6 Concatenating Prompts Dynamically Using <foreach>

The <foreach> element allows a VoiceXML application to iterate through an ECMAScript array and to execute the content contained within the <foreach> element for each item in the array.

Attributes of <foreach> are:

Table 6: <foreach> Attributes
array	An ECMAScript expression that must evaluate to an array; otherwise, an error.semantic event is thrown.
item	The variable that stores each array item upon each iteration of the loop. A new variable will be declared if it is not already defined within the parent's scope.

The <foreach> element can occur in executable content and as a child of <prompt>.

The following example calls a user-defined function GetMovieList that returns an ECMAScript array.

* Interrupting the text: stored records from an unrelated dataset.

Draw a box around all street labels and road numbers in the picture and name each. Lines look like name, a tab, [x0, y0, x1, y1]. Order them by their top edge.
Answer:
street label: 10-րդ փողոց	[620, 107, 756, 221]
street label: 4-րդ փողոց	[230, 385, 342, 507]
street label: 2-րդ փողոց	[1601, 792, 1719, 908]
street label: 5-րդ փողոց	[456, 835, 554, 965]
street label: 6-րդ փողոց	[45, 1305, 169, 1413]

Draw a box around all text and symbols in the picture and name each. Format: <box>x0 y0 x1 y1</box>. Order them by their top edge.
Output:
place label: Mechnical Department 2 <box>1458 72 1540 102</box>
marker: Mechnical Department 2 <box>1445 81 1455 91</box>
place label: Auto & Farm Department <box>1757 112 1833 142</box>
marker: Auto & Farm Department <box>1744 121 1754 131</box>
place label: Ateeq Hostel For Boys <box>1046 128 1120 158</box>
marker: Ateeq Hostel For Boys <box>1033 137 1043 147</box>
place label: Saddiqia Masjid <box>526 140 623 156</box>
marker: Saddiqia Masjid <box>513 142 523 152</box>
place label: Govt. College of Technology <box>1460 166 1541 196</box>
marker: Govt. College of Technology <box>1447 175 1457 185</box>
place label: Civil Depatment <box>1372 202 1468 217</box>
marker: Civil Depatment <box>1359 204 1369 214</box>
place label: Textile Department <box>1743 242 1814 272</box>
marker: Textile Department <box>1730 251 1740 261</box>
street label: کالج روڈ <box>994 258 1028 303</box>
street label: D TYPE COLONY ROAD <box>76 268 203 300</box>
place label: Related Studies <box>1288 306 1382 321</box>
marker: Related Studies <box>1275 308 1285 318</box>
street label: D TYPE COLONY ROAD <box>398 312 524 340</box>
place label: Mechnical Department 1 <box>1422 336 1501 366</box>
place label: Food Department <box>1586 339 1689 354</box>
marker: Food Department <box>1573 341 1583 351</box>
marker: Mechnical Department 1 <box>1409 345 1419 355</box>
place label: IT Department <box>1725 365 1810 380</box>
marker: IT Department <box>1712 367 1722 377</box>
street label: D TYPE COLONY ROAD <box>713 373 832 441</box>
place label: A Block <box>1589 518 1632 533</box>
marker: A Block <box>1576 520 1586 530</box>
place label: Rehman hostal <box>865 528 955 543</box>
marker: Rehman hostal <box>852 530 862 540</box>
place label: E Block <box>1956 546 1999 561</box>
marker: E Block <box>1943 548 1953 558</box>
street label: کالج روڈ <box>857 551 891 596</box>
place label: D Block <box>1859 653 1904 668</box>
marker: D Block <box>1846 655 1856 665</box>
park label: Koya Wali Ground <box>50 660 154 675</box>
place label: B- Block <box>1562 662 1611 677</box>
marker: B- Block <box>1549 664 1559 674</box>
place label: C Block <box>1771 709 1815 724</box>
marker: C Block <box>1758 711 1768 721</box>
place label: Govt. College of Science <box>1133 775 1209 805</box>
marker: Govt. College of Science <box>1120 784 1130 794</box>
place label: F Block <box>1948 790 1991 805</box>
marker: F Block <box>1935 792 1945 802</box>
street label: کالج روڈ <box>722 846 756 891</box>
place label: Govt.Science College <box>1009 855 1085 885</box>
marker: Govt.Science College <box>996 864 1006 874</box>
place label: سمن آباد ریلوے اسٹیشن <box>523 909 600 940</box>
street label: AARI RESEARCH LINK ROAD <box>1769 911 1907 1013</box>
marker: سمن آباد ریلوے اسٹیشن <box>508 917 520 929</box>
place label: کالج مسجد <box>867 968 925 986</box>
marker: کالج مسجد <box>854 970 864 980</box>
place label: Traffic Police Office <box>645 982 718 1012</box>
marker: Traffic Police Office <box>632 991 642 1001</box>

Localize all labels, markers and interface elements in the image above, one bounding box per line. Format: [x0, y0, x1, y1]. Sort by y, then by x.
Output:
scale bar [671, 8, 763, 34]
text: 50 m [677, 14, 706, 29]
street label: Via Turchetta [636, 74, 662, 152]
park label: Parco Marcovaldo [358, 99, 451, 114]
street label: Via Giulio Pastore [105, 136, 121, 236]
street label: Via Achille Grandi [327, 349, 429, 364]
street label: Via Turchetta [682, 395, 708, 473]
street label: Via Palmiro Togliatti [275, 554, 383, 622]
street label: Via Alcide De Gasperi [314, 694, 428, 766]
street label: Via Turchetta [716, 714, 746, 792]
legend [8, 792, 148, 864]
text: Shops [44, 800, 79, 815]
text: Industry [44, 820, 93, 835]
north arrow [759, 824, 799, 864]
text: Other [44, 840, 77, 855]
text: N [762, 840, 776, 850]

The array is assigned to the variable named 'prompts'. Upon entering the <field>, if a noinput or a nomatch event occurs, the VoiceXML interpreter reprompts the user by executing the second <prompt>. The second <prompt> executes the <foreach> element by iterating through the ECMAScript array 'prompts' and assigning each array element to the variable 'thePrompt'. Upon each iteration of the array, the interpreter executes the <audio> and <break> elements contained within the <foreach> element.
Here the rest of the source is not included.